● **Records to process**
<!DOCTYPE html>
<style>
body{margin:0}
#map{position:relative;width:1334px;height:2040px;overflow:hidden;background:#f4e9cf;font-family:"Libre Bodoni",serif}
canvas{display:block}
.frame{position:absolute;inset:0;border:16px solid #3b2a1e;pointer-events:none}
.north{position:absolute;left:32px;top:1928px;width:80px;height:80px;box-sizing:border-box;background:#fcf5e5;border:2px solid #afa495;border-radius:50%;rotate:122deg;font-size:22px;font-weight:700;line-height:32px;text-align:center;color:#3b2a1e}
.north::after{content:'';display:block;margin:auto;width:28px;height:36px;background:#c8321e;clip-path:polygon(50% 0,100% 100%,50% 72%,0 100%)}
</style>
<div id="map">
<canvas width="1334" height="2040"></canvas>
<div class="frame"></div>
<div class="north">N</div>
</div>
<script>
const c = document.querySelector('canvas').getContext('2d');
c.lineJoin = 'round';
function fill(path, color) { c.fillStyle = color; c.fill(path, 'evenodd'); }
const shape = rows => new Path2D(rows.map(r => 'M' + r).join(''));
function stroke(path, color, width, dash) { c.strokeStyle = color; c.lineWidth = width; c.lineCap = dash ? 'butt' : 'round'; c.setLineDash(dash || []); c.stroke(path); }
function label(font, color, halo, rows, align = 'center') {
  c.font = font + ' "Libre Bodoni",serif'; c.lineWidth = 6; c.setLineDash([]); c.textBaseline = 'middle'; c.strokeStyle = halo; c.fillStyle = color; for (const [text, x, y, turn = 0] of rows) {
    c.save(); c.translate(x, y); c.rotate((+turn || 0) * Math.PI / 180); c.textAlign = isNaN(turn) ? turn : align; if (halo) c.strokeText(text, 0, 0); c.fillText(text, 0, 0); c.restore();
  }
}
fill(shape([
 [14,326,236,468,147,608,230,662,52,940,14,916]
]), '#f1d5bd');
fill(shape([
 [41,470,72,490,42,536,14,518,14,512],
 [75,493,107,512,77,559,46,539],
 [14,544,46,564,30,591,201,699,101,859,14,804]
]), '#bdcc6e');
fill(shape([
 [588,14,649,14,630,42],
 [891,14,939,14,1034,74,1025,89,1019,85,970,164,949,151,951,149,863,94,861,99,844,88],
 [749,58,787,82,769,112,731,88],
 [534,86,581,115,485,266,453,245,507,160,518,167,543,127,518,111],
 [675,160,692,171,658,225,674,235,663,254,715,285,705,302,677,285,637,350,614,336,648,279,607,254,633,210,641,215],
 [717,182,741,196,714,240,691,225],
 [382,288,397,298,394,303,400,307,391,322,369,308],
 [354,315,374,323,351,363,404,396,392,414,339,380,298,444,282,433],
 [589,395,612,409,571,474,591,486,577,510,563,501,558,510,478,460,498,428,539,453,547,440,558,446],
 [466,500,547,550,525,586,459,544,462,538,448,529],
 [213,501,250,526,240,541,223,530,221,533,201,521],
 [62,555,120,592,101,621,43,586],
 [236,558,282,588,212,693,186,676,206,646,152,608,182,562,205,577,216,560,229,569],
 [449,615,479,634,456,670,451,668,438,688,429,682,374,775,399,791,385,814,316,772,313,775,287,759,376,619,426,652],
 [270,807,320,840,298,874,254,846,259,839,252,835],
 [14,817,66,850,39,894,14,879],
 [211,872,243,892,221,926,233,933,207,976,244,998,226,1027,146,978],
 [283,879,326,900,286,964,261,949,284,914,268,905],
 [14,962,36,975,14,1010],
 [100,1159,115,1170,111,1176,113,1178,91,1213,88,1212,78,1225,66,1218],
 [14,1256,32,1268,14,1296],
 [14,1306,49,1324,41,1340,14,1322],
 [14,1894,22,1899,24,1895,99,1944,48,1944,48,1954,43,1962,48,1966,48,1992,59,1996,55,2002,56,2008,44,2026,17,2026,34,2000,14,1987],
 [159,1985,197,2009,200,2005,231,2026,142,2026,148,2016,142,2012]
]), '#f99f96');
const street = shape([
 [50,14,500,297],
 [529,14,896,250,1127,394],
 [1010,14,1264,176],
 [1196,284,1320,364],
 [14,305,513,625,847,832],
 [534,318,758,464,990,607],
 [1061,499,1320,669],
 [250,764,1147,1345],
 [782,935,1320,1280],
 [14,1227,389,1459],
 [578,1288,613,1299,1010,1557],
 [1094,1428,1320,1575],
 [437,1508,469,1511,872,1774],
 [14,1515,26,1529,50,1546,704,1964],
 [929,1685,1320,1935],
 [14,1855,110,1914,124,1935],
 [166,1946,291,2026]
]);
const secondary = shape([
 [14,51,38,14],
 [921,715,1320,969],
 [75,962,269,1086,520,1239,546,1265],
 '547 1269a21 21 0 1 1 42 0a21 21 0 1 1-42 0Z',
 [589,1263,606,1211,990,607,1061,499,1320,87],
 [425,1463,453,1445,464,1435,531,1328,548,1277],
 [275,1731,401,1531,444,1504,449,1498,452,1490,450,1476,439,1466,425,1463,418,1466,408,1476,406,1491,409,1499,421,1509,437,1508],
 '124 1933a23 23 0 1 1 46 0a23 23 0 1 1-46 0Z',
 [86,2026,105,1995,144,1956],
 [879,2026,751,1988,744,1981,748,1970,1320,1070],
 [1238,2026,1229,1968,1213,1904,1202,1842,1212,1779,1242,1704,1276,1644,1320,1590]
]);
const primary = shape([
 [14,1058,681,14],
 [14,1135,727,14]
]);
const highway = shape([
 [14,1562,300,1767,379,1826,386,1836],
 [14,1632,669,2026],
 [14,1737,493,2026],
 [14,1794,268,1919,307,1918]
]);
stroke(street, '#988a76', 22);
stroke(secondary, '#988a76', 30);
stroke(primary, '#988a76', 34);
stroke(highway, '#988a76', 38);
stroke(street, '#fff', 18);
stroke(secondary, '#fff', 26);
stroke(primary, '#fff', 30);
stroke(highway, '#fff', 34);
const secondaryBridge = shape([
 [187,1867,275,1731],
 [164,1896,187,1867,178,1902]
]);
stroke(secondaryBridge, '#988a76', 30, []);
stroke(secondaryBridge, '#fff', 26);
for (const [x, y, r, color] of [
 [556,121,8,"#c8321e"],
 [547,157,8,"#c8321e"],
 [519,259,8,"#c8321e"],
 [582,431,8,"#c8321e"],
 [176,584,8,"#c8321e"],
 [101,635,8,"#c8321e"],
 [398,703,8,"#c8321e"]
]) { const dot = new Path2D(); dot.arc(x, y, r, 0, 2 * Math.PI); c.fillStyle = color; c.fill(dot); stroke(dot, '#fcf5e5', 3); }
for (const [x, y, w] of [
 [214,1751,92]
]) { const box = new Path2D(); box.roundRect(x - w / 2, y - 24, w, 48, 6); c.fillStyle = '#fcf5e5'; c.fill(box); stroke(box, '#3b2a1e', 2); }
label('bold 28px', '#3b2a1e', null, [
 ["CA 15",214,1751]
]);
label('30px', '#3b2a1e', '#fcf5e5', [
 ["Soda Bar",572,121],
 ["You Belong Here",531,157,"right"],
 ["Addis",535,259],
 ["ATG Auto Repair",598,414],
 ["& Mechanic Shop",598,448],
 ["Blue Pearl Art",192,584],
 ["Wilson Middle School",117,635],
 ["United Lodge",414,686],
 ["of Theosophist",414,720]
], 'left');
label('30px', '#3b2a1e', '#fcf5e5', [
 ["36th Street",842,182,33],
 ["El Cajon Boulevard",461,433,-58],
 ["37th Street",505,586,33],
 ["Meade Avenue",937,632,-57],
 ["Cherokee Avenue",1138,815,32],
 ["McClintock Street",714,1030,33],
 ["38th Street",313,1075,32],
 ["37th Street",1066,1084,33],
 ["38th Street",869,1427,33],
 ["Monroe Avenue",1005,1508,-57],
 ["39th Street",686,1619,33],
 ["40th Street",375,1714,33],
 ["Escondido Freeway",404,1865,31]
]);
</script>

● **What the exercise asks**
In the listing above, find the line containing "[14,1794,268,1919,307,1918]" and the line containing "2 * Math.PI);". Output them and every line between, exactly, and nothing else.

● **Completed exercise**
 [14,1794,268,1919,307,1918]
]);
stroke(street, '#988a76', 22);
stroke(secondary, '#988a76', 30);
stroke(primary, '#988a76', 34);
stroke(highway, '#988a76', 38);
stroke(street, '#fff', 18);
stroke(secondary, '#fff', 26);
stroke(primary, '#fff', 30);
stroke(highway, '#fff', 34);
const secondaryBridge = shape([
 [187,1867,275,1731],
 [164,1896,187,1867,178,1902]
]);
stroke(secondaryBridge, '#988a76', 30, []);
stroke(secondaryBridge, '#fff', 26);
for (const [x, y, r, color] of [
 [556,121,8,"#c8321e"],
 [547,157,8,"#c8321e"],
 [519,259,8,"#c8321e"],
 [582,431,8,"#c8321e"],
 [176,584,8,"#c8321e"],
 [101,635,8,"#c8321e"],
 [398,703,8,"#c8321e"]
]) { const dot = new Path2D(); dot.arc(x, y, r, 0, 2 * Math.PI); c.fillStyle = color; c.fill(dot); stroke(dot, '#fcf5e5', 3); }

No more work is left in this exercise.